C-section deliveries have increased by 72%, episiotomy and forceps use have declined

Use of episiotomy, a surgical incision to widen the vaginal area during childbirth, fell by 60 percent between 1997 and 2008, according to the latest News and Numbers by the Agency for Healthcare Research and Quality. However, the proportion of hospital stays of women who delivered via Cesarean section (C-section) increased by 72 percent during the same period.

AHRQ's analysis also found that from 1997 to 2008:

• The use of forceps to aid delivery declined by 32 percent, from 14 percent to 10 percent.

• The number of hospital stays for childbirth fell by 300,000 between 2007 and 2008 - from 4.5 million to 4.2 million. In comparison, the annual number of childbirth stays had been increasing by an average of 2 percent a year starting in 1999.

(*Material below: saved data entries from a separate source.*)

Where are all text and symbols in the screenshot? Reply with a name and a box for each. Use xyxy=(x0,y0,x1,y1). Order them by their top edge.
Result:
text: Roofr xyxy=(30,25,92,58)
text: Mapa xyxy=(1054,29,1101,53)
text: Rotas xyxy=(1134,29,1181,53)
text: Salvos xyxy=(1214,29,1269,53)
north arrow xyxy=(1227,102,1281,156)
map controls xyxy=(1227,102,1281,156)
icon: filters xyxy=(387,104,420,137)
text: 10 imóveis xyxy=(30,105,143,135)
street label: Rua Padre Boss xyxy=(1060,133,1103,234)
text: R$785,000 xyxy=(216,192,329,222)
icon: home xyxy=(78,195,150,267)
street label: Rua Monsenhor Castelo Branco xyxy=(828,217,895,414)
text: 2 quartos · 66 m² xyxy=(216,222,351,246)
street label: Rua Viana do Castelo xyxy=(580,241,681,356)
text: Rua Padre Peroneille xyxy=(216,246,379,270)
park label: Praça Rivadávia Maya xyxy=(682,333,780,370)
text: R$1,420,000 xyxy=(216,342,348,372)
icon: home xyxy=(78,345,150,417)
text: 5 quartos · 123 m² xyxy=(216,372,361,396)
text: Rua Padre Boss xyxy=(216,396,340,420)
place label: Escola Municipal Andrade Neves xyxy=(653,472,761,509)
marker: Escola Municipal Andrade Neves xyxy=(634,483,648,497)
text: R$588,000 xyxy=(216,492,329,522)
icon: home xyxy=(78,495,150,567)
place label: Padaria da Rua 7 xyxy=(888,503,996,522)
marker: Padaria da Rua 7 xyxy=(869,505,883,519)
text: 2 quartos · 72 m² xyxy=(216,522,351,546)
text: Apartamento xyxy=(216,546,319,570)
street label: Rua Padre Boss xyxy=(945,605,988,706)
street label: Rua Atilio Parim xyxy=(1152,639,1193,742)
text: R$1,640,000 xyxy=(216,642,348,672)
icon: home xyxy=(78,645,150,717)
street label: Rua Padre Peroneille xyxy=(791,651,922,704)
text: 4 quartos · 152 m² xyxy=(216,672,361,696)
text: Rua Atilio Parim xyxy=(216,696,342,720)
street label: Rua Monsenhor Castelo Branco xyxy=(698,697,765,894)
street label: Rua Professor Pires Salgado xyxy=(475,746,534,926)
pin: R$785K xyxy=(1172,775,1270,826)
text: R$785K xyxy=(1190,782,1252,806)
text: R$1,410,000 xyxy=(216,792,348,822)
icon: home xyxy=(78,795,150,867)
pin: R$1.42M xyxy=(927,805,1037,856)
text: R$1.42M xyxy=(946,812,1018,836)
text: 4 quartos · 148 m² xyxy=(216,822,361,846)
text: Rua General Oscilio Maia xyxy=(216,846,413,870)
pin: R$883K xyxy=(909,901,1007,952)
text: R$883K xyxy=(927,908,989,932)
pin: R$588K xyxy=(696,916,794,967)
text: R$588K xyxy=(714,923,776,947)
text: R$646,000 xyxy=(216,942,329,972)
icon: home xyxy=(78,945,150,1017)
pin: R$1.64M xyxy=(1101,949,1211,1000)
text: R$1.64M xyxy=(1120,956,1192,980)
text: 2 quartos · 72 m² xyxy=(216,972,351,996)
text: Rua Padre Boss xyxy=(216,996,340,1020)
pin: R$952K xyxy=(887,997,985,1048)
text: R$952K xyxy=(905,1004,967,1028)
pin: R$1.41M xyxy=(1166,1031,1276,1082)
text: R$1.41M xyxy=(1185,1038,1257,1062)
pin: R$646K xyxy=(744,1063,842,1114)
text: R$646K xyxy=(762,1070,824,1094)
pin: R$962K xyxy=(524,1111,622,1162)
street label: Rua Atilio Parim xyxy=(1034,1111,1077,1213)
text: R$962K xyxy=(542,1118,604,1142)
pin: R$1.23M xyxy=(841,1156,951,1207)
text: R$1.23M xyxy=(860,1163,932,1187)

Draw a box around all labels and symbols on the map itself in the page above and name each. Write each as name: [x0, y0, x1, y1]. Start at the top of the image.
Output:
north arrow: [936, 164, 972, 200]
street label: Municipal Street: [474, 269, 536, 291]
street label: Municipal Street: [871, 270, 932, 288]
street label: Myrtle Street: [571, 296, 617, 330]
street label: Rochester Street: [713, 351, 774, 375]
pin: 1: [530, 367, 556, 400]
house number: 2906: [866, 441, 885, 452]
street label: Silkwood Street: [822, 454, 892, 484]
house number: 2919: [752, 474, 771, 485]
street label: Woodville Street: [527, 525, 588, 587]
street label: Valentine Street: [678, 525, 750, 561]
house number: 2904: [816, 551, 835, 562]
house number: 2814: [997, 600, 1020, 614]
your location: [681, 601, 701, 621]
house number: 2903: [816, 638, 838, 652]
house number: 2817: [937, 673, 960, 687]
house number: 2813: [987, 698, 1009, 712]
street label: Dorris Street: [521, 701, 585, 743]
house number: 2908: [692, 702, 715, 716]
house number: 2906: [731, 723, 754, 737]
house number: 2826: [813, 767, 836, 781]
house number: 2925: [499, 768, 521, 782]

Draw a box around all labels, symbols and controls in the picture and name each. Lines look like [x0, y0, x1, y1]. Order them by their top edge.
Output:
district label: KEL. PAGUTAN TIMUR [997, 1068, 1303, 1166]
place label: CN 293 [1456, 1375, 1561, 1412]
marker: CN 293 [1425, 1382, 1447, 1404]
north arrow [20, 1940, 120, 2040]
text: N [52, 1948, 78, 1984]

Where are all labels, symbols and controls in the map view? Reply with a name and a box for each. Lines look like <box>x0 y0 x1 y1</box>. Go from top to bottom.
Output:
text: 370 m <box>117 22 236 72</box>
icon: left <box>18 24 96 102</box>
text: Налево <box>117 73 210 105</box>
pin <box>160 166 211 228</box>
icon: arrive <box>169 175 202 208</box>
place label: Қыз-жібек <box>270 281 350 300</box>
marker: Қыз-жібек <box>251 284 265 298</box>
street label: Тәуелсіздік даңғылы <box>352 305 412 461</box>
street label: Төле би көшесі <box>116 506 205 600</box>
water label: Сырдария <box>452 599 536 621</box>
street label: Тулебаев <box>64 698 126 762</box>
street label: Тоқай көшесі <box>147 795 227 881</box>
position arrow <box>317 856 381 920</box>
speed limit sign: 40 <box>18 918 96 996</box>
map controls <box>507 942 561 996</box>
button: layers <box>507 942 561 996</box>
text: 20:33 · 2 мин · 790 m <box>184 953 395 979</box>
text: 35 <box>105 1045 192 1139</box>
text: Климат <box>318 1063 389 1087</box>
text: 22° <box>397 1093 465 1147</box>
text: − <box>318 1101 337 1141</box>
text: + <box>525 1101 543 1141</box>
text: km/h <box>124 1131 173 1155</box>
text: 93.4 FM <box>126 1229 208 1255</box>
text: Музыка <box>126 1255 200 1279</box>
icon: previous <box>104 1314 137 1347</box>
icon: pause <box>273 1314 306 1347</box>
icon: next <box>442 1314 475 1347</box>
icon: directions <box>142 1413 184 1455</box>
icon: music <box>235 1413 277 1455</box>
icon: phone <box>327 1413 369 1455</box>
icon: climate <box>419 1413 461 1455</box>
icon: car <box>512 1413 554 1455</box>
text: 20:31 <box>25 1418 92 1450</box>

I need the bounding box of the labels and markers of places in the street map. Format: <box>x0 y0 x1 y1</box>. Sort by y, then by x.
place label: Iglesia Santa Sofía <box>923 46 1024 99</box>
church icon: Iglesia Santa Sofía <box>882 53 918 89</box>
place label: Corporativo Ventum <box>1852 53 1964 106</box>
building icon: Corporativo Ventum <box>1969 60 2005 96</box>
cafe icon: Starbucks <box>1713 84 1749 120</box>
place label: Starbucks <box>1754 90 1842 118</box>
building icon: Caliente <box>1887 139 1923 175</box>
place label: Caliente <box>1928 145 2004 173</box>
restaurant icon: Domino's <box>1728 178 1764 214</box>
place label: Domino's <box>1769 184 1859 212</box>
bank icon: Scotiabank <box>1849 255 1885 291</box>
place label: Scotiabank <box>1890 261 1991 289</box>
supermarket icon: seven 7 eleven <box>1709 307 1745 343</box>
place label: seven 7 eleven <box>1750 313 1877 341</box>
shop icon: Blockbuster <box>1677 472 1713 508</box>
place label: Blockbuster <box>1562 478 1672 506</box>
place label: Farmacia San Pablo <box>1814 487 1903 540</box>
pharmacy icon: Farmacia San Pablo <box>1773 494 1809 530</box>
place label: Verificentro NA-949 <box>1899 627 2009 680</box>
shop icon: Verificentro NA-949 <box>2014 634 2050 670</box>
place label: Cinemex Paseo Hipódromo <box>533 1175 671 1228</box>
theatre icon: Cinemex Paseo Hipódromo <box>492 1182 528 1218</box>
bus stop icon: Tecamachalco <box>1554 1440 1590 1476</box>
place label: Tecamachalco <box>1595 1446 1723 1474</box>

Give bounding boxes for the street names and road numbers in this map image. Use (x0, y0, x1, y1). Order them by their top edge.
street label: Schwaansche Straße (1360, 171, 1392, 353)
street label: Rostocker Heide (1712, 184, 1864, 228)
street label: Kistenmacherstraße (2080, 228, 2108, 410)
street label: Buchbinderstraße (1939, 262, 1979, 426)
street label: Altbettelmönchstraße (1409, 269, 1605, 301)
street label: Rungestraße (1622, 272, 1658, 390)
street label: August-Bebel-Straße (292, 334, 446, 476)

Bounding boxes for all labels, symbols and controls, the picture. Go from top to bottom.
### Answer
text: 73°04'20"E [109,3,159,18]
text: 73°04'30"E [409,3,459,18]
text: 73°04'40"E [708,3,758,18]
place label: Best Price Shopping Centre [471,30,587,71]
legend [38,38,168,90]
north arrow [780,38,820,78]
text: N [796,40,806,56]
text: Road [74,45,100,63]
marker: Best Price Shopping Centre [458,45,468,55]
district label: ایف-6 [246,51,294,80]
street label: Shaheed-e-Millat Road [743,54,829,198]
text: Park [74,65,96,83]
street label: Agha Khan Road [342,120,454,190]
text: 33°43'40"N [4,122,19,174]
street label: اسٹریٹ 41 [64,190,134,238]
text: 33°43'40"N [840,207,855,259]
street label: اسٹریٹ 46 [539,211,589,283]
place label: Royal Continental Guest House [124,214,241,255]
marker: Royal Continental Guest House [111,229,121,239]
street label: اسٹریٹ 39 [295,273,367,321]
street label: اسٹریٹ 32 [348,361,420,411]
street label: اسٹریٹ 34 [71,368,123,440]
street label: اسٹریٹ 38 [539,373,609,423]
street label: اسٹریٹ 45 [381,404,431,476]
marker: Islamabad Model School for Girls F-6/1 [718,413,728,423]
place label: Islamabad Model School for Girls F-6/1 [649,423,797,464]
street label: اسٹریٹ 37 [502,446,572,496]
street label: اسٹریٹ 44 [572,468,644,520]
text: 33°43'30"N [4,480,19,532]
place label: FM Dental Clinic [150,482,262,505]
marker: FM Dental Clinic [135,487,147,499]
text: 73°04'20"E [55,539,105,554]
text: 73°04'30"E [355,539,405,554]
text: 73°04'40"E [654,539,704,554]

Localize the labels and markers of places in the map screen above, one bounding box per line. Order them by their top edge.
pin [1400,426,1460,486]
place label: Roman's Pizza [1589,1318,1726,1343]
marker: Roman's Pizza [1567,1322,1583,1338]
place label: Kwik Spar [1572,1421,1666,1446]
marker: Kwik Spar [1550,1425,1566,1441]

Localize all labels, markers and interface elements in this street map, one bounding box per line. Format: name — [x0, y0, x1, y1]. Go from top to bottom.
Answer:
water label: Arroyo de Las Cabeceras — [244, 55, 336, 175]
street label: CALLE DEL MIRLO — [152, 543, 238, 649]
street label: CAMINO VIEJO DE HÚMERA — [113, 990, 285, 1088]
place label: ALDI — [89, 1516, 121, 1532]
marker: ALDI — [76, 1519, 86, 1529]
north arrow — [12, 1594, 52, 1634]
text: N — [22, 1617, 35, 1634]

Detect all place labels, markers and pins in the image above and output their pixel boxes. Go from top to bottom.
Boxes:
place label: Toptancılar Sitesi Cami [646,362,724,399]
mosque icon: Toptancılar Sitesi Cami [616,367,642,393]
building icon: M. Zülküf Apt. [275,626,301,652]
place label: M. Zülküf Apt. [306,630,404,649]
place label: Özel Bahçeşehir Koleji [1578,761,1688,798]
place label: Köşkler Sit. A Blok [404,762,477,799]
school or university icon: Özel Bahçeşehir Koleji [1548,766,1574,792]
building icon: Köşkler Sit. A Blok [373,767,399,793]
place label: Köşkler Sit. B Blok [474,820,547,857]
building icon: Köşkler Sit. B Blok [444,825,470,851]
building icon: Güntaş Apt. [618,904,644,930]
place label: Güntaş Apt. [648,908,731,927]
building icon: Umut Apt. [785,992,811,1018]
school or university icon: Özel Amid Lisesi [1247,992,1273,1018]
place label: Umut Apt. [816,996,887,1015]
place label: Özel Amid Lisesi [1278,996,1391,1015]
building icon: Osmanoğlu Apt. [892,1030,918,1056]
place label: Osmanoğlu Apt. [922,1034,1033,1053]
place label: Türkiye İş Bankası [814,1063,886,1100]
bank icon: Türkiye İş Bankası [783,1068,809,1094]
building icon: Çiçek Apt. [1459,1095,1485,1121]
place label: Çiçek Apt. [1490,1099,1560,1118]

• The average childbirth stay involving C-section with no complications cost hospitals an average of $5,700 and $7,600 when there were complications. By comparison, a vaginal childbirth stay without complications cost hospitals an average of $3,400 and $4,400 when there were complications.

• Forty percent of all childbirth stays were billed to Medicaid, 53 percent to private insurers, 4 percent were uninsured, and the rest were charged to other payers.

• Roughly 36 percent of all childbirth hospital stays in 2008 occurred in the South compared to 16 percent in the Northeast. The West and Midwest accounted for 26 percent and 23 percent, respectively, of childbirth says.